▶ **Work order**
Could you copy every line of the data that contains "улица"?

::: Data records

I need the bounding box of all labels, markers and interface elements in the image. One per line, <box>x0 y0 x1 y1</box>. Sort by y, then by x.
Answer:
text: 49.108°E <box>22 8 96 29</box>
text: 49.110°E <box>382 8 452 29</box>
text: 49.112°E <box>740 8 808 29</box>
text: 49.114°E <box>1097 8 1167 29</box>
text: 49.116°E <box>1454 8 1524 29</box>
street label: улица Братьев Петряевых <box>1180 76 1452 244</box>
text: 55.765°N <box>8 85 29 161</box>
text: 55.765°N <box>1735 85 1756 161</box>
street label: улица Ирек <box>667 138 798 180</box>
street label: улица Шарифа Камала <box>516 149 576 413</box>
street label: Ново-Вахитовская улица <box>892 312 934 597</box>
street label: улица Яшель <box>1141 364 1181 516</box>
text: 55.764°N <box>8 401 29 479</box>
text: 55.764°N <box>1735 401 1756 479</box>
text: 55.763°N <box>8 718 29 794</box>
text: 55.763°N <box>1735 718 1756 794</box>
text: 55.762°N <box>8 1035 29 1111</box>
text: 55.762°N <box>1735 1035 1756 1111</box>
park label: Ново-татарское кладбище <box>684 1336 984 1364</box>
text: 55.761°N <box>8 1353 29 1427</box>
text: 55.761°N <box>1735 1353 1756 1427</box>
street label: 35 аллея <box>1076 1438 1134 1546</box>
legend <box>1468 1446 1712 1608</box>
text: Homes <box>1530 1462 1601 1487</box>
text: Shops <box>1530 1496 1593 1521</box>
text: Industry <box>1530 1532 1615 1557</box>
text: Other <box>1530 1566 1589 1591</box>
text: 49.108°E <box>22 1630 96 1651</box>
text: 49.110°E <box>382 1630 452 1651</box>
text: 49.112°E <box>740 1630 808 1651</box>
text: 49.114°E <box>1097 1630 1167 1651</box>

::::::

▶ **Answer space**
street label: улица Братьев Петряевых <box>1180 76 1452 244</box>
street label: улица Ирек <box>667 138 798 180</box>
street label: улица Шарифа Камала <box>516 149 576 413</box>
street label: Ново-Вахитовская улица <box>892 312 934 597</box>
street label: улица Яшель <box>1141 364 1181 516</box>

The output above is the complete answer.